- Born: January 2, 1935 South Korea
- Died: May 25, 2022 (aged 87)
- Occupation: Pastor

= David Kwangshin Kim =

Korean Protestant Christian pastor (born 1935)

David Kwang-shin Kim (January 2, 1935 – May 25, 2022) was a South Korean Protestant Christian pastor.

==Overview==
Kim was the founder and pastor of Grace Korean Church and the president of Grace Ministries International (GMI). He was also the principal pastor of Seoul Grace Church. He was the president of Grace Mission University for 4 years.

== Life and career ==
===Ministry===
Kim said he was an atheist until he was aged 42, when his brother-in-law told him that he had been miraculously cured of throat cancer. After listening to this story. Kim said he decided that his reasons for denying God were groundless and he prayed for direction. He said he felt "born again" the next morning. He said that 4 months later he experienced "speaking in tongues".

He left his business and entered the Talbot School of Theology. He led Bible studies as an elder and theology student.

In 1982, he founded Grace Korean Church with only three families.

In 2000, he launched Grace Ministries International, a missions' organization.

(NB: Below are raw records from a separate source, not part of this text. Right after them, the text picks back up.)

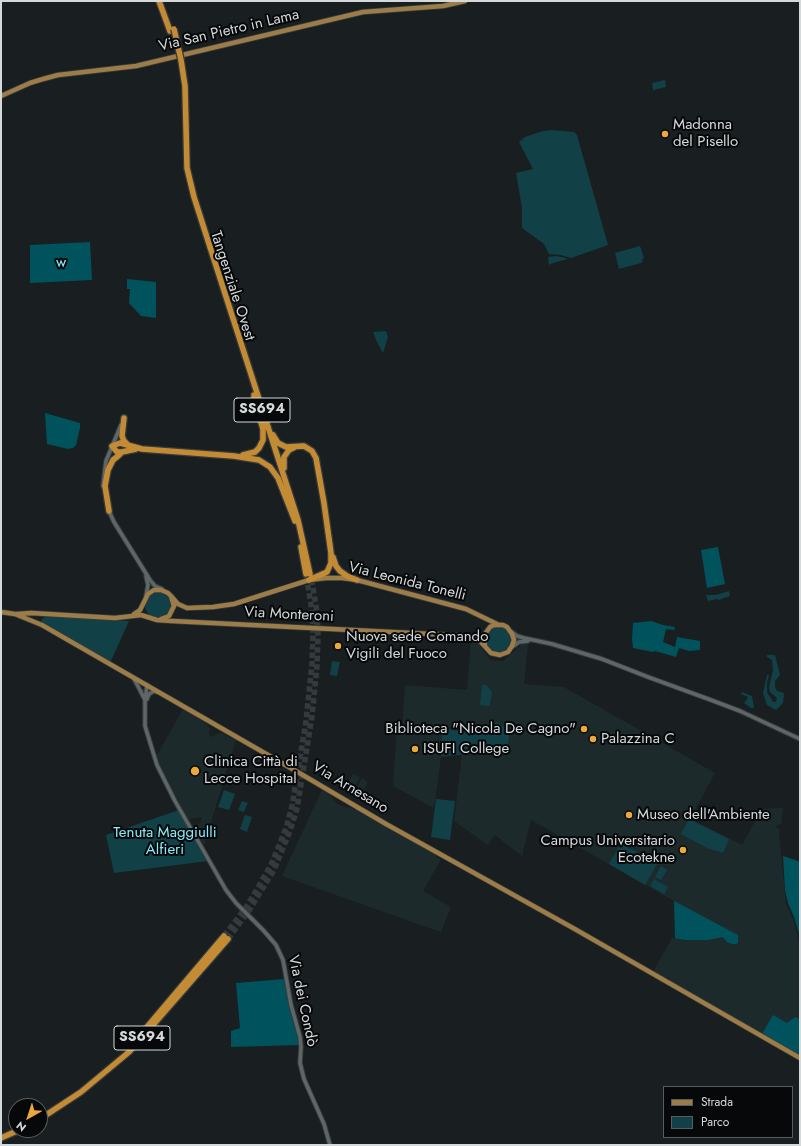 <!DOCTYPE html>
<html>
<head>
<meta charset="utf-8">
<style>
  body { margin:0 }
  #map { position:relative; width:801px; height:1146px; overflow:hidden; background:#191f20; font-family:Jost,sans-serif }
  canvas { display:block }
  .frame { position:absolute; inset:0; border:2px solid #d5d9da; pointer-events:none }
  .legend { position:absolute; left:663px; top:1086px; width:130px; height:52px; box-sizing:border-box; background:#060809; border:1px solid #595c5d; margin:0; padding:5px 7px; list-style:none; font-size:12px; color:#d5d9da }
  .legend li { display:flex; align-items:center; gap:8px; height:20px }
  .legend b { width:20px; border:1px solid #595c5d }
  .north { position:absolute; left:8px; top:1098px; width:40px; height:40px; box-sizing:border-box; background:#060809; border:1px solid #595c5d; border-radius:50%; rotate:219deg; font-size:11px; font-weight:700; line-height:16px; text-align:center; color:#d5d9da }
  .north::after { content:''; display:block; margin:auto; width:14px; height:18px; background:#eda83c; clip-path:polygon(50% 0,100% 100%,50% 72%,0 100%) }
</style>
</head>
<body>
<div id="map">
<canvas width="801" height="1146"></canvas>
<div class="frame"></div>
<ul class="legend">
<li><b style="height:5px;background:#9c7c49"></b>Strada</li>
<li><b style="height:11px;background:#114047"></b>Parco</li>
</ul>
<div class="north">N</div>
</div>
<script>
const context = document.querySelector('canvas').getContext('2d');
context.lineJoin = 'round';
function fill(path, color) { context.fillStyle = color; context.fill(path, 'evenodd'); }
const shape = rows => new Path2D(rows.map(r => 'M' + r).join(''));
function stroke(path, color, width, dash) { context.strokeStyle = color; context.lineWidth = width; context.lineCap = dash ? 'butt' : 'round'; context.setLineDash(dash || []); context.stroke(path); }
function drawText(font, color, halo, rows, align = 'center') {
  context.font = font + ' Jost,sans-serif'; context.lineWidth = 4; context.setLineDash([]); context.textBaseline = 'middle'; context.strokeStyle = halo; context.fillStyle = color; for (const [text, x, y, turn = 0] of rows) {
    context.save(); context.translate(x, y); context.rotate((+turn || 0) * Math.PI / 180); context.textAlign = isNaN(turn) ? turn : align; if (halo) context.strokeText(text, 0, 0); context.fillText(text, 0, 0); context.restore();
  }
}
const built = shape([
  [471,640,476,640,490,660,503,661,522,644,528,644,524,684,564,687,715,773,690,819,742,845,762,809,783,808,781,824,775,826,780,830,779,835,786,904,793,919,800,945,800,1056,771,1040,755,1028,754,1029,671,982,669,977,665,979,653,972,672,938,675,938,674,901,531,820,522,856,495,835,488,845,454,821,462,755,441,757,434,808,393,786,397,727,402,728,405,685,467,690],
  [183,709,207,724,210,729,209,735,213,737,216,734,221,733,236,740,204,845,196,831,202,818,200,817,189,819,187,817,166,778,156,757],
  [353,774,360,777,353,790,346,787],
  [362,778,368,782,361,795,355,792],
  [322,790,329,794,337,804,360,811,438,854,436,857,441,859,423,891,451,907,441,932,282,876]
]);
const green = shape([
  [665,80,666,87,653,90,652,83],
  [551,130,574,132,577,135,608,245,571,258,561,255,549,254,544,244,522,228,522,208,516,173,533,169,519,142,525,137,543,131],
  [640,246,644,258,642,259,643,261,641,263,619,269,615,253],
  [556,256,566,258,567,259,550,264,549,266,548,257],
  [386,331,388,337,383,353,377,342,373,332],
  [729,591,730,596,718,600,717,599,708,601,706,595,716,595],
  '145 605a13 13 0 1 1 26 0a13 13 0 1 1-26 0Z',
  [46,616,129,621,110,663,41,623,42,619],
  '486 640a13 13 0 1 1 26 0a13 13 0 1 1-26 0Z',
  [767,655,775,655,780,675,775,681,775,687,777,691,784,693,783,703,776,710,767,705,763,693,767,675,769,675,767,683,767,692,773,702,776,702,777,698,770,692,769,687,773,670,772,660,767,657],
  [332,661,340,662,337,676,330,675],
  [482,685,486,685,492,692,490,704,489,706,480,705],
  [742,692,752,696,754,708,751,708,744,703,746,701,748,697,741,694],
  [497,722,510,730,507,751,441,756,442,729,493,735,495,723],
  [224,790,235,794,229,810,218,807],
  [436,799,455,801,450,840,431,837],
  [242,801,248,803,244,812,238,810],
  [179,810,208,861,114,873,106,835],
  [245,815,252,817,247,832,240,829],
  [689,819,729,839,723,853,707,848,681,834],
  [621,843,657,864,645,885,609,864],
  [661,866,667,870,661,880,655,877],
  [654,879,668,887,664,894,650,886]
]);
const forest = shape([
  [90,242,92,280,30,283,30,245],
  [127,279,156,282,156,318,141,316,129,303,130,289,127,289],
  [45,413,80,423,80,428,76,445,73,448,68,449,47,444],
  [718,547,725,584,707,588,701,550],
  [651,621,663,625,675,627,674,630,666,629,663,642,675,647,677,637,700,641,700,650,689,651,679,648,676,657,655,651,653,652,633,648,632,639,633,623],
  [783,856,798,861,800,863,800,937,794,917,788,903,785,890],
  [674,901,738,935,738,943,736,944,732,944,727,942,723,937,708,940,685,940,675,938],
  [285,979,291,1012,299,1037,299,1045,231,1047,231,1031,240,1028,236,983],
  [773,1015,787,1023,795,1017,800,1019,800,1056,762,1034]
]);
const highwayTunnel = shape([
  [224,936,247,906,271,865,286,828,292,806,306,721,312,663,313,635,312,611,306,574],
  [228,939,250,909,274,870,290,831,297,809,312,717,317,666,318,637,317,612,311,576]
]);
const minor = shape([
  [103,486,106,461,121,425],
  [108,509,114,522,150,580,155,586,162,589],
  [146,596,148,585,146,576],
  [512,632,517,636,524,638,552,644,602,659,648,677,711,700,740,711,800,739],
  [512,647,519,642,528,641],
  [134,679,140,690,145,700],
  [147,685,145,701,145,726,157,765,175,801,226,890,236,903,264,931,276,945,283,960,291,1005,300,1037,301,1047,300,1063,304,1079,324,1124,330,1145],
  [147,699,149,694,154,691,157,692]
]);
const major = shape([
  [1,96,30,83,43,79,58,75,136,66,363,12,443,6,465,1],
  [171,596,178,604,187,608,213,607,234,604,309,580,326,578,342,578,357,580,466,609,499,625],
  [1,612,15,614,42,625,301,774,386,824,573,928,800,1058],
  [17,614,31,613,115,618,141,615,157,620,172,621,471,636,480,641,491,653,500,655,508,652,512,646,514,640,512,634,507,627,503,625,494,625,490,627,485,634,484,638,485,646],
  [134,614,140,610,148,594,154,590,161,590,168,593,171,596,174,606,169,616,161,619]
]);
const highway = shape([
  [159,1,170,31],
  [210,247,298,520,310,574],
  [124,418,122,436,124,441,128,445],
  [273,435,278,443,286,447,304,446,312,451,316,458,324,503,331,553,331,563,327,572,309,580],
  [122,452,117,452,112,446,120,443,142,449,234,456,259,460,270,467,278,478,295,521],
  [243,455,255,452,259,448,263,440,263,429,254,399,254,395],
  [284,468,284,457,289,450,295,447],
  [109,511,105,486,108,470,113,460,118,456,122,452,136,449],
  [301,547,306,574],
  [333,557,336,566,340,571,347,576,357,580],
  [136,1040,224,936],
  [40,1119,81,1092,129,1052,153,1025,228,939],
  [1,1138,19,1130]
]);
const highwayBridge = shape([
  [174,29,181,60,185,86,187,168,194,197,210,247]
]);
const markers = [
  [665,134,4,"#eda83c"],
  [338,646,4,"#eda83c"],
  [584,729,4,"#eda83c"],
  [593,739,4,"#eda83c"],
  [415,749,4,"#eda83c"],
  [195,771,5,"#eda83c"],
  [629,815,4,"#eda83c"],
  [683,850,4,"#eda83c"]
];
const shields = [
  [262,410,56],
  [142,1038,56]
];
const shieldNames = [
  ["SS694",262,410],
  ["SS694",142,1038]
];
const streetNames = [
  ["Via San Pietro in Lama",229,31,-13],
  ["Tangenziale Ovest",232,286,72],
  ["Via Leonida Tonelli",407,582,14],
  ["Via Monteroni",289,615,3],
  ["Via Arnesano",350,788,31],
  ["Via dei Condò",302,1001,78]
];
const poiNames = [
  ["Madonna",673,125],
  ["del Pisello",673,142],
  ["Nuova sede Comando",346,637],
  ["Vigili del Fuoco",346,654],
  ["Biblioteca \"Nicola De Cagno\"",576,729,"right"],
  ["Palazzina C",601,739],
  ["ISUFI College",423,749],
  ["Clinica Città di",204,762],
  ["Lecce Hospital",204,779],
  ["Museo dell'Ambiente",637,815],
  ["Campus Universitario",675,841,"right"],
  ["Ecotekne",675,858,"right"]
];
const parkNames = [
  ["w",61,263],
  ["Tenuta Maggiulli",165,833],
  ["Alfieri",165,850]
];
fill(built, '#1d2a2c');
fill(green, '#114047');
fill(forest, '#00525c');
stroke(highwayTunnel, '#353b3c', 5.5, [5.5, 3]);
stroke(minor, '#373b3b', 5.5);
stroke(major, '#373b3b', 6);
stroke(highway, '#373b3b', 8);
stroke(minor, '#5f6667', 3.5);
stroke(major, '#9c7c49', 4.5);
stroke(highway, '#c48b35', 5.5);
stroke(highwayBridge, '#373b3b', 8, []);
stroke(highwayBridge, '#c48b35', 5.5);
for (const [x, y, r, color] of markers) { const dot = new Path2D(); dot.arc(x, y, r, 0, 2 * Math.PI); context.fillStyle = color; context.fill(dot); stroke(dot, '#060809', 1.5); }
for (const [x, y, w] of shields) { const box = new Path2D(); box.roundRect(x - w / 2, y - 12, w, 24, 3); context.fillStyle = '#060809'; context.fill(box); stroke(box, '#d5d9da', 1); }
drawText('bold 14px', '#d5d9da', null, shieldNames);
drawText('15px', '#d5d9da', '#060809', streetNames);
drawText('15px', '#d5d9da', '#060809', poiNames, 'left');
drawText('15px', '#8aeaf9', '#060809', parkNames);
</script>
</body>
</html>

The mission of Grace Korean Church is to obey the Great Commission. It has set aside more than half of its budget for international mission work.

Kim came to Seoul Grace Church in 2004 and the first Sunday service was held on November 28, 2004 at Gangdong-gu.

==Mission==
===Church Planting===
Through Grace Ministries International, churches have been planted all over the world - 2,000 in Russia, 600 in Africa, 3,000 in China, 1,000 in Vietnam, and many more in South America. GMI sent more than 250 missionaries to about 50 countries.

===Glow of Love Program===
Also known as Tres Dias, this three day program offers training in ten locations around the world, including France, Germany, Spain, Russia and its surrounding countries, South Korea, Japan, Taiwan, and Africa.

===G12 Program===
Grace Korean Church has a special program called “Basket Operation” that is composed of 13 successive steps.

==Grace Mission University==
Grace Mission University was founded in Los Angeles, US in 1996. It was founded through Grace Korean Church and its mission was to train up and send 2,000 missionaries all over the world.

Kim was president of the university from 1998 to 2000 and from 2000 to 2002.